Catholic priests, nuns were among those killed by Nazis
Half of all Poland’s Catholic priests, monks and nuns suffered repression during the six years of World War II, with more than 2,800 killed at Nazi and Soviet hands. Researchers like Anna Jagodzinska of Poland’s National Remembrance Institute say clergy were particularly targeted as upholders of national culture and identity.
The Nazis’ systematic persecution and genocide led to the deaths of 6 million Jews in Europe, but Catholic priests and nuns were also among their victims.
Of the nearly 2,800 clergy of all denominations incarcerated at the Nazi concentration camp of Dachau, 1,773 were priests from Poland, of whom 868 were killed. Others were subjected to exhausting labor and pseudo-medical experiments.
Catholic clergy of various nationalities died as martyrs at other Nazi-run camps, including the largest, Auschwitz-Birkenau, whose 1.2 million mostly Jewish victims included St. Maximilian Kolbe and St. Edith Stein, also known as St. Teresa Benedicta of the Cross.

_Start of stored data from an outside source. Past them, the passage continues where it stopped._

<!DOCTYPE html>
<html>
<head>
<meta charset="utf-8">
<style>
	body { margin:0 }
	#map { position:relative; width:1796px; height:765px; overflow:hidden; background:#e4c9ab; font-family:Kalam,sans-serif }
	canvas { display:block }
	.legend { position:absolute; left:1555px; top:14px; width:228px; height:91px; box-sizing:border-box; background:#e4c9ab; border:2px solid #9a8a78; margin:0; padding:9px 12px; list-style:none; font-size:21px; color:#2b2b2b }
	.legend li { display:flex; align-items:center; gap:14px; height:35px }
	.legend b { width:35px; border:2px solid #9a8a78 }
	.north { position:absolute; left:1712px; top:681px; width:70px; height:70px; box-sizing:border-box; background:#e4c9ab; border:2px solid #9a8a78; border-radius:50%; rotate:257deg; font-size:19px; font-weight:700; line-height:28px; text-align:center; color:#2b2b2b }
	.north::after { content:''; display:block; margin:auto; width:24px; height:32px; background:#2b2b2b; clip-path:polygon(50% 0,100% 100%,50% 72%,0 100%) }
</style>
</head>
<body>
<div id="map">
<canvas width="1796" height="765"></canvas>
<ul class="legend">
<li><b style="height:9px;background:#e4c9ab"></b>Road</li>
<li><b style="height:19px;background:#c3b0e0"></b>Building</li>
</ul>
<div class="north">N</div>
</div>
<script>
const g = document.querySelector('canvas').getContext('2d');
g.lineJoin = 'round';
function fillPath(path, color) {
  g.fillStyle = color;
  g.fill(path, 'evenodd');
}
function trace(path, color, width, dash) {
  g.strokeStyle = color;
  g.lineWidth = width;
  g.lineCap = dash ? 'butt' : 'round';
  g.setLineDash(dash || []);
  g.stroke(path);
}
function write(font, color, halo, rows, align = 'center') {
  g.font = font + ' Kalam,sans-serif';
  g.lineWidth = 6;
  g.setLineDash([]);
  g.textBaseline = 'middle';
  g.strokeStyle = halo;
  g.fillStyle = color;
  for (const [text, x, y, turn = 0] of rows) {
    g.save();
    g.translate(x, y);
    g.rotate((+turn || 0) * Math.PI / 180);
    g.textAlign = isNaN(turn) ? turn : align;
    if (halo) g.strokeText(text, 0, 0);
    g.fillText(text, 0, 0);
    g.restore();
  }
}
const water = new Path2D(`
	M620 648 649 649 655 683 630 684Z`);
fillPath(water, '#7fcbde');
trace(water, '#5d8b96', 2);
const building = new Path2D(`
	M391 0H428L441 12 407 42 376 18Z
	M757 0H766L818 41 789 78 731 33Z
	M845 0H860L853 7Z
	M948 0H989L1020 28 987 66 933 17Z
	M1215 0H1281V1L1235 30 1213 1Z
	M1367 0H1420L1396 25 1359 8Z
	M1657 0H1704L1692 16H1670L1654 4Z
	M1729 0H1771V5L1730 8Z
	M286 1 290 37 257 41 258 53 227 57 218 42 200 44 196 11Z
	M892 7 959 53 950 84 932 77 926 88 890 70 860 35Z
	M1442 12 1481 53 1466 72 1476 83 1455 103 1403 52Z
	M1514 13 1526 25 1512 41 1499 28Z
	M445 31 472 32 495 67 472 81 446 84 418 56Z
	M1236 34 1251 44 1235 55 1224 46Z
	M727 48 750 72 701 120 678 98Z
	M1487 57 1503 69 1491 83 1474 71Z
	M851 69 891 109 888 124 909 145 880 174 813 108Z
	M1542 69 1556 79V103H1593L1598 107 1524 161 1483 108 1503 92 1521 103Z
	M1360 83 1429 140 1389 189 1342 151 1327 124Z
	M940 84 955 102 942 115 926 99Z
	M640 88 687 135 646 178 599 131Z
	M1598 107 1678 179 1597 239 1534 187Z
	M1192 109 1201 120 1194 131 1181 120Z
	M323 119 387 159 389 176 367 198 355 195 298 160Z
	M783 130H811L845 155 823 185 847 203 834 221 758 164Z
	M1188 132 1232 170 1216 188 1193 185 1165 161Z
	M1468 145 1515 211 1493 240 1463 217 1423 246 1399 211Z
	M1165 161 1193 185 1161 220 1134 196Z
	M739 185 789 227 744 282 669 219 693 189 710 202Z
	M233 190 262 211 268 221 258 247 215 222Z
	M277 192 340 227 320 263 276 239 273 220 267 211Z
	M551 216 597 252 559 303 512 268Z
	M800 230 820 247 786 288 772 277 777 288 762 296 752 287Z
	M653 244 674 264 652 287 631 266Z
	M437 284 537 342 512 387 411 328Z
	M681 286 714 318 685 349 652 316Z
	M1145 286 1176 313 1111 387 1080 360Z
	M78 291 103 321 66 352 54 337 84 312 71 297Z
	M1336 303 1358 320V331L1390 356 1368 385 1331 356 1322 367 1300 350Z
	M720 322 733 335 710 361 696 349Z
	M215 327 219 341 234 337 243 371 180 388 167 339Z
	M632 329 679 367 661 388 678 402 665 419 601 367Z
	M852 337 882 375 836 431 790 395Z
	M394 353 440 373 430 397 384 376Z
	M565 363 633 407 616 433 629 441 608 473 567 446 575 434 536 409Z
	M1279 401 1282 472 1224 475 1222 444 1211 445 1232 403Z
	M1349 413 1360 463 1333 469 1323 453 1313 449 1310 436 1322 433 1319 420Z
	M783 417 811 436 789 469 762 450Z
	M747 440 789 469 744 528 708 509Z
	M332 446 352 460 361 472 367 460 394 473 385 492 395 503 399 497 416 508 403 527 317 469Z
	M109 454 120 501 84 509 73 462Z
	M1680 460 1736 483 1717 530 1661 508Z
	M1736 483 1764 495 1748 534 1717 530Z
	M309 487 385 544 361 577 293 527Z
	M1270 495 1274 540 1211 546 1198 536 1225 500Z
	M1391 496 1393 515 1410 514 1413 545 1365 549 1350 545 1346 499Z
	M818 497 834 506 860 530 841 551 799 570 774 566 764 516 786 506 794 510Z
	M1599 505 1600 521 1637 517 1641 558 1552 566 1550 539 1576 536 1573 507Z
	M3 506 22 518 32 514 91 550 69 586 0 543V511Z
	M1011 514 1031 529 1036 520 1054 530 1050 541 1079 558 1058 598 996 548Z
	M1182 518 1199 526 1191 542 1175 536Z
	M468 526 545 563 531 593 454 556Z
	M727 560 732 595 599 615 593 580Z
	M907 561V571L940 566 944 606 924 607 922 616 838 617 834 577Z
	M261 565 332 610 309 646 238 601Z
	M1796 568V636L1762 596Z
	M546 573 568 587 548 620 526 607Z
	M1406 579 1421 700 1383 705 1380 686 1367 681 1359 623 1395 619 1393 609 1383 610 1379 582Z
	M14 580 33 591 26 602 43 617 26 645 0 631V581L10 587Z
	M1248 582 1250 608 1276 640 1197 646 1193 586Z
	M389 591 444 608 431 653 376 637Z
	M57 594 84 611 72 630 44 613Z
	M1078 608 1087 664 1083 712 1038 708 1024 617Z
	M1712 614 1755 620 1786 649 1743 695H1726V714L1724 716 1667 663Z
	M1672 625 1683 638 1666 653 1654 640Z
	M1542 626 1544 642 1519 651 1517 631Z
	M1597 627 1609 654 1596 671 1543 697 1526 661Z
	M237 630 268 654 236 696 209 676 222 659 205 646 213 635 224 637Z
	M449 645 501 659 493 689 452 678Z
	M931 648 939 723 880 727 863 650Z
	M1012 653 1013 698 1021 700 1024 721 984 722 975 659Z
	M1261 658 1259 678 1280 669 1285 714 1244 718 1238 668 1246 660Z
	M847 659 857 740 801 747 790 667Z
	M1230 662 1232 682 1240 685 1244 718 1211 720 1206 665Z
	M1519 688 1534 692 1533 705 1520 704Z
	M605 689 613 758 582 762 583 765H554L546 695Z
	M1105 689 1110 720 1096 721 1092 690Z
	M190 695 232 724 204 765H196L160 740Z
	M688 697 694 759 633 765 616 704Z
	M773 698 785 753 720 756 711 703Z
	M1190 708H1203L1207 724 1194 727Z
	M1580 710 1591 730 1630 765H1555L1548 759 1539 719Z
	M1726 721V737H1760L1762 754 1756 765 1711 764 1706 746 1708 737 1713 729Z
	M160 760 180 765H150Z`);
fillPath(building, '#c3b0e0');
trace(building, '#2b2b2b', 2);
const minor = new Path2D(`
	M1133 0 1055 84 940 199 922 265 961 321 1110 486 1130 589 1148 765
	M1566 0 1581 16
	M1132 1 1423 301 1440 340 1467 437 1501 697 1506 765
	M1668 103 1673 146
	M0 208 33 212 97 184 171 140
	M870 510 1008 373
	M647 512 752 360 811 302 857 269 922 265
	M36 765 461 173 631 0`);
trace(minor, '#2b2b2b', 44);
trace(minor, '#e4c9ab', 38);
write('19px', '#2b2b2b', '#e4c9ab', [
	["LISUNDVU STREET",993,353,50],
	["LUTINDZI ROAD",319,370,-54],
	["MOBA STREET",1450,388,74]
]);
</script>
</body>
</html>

Other beatified martyrs include 11 Polish nuns from the Holy Family of Nazareth shot by the Gestapo at Navahrudak, in present-day Belarus, in August 1943 after the nuns volunteered to die in place of local villagers. Blessed Titus Brandsma, a Dutch Carmelite, was killed with a lethal injection after defending Jews and press freedom. French lay Catholic Marcel Callo was sent to the camps for involvement with the Young Christian Worker movement.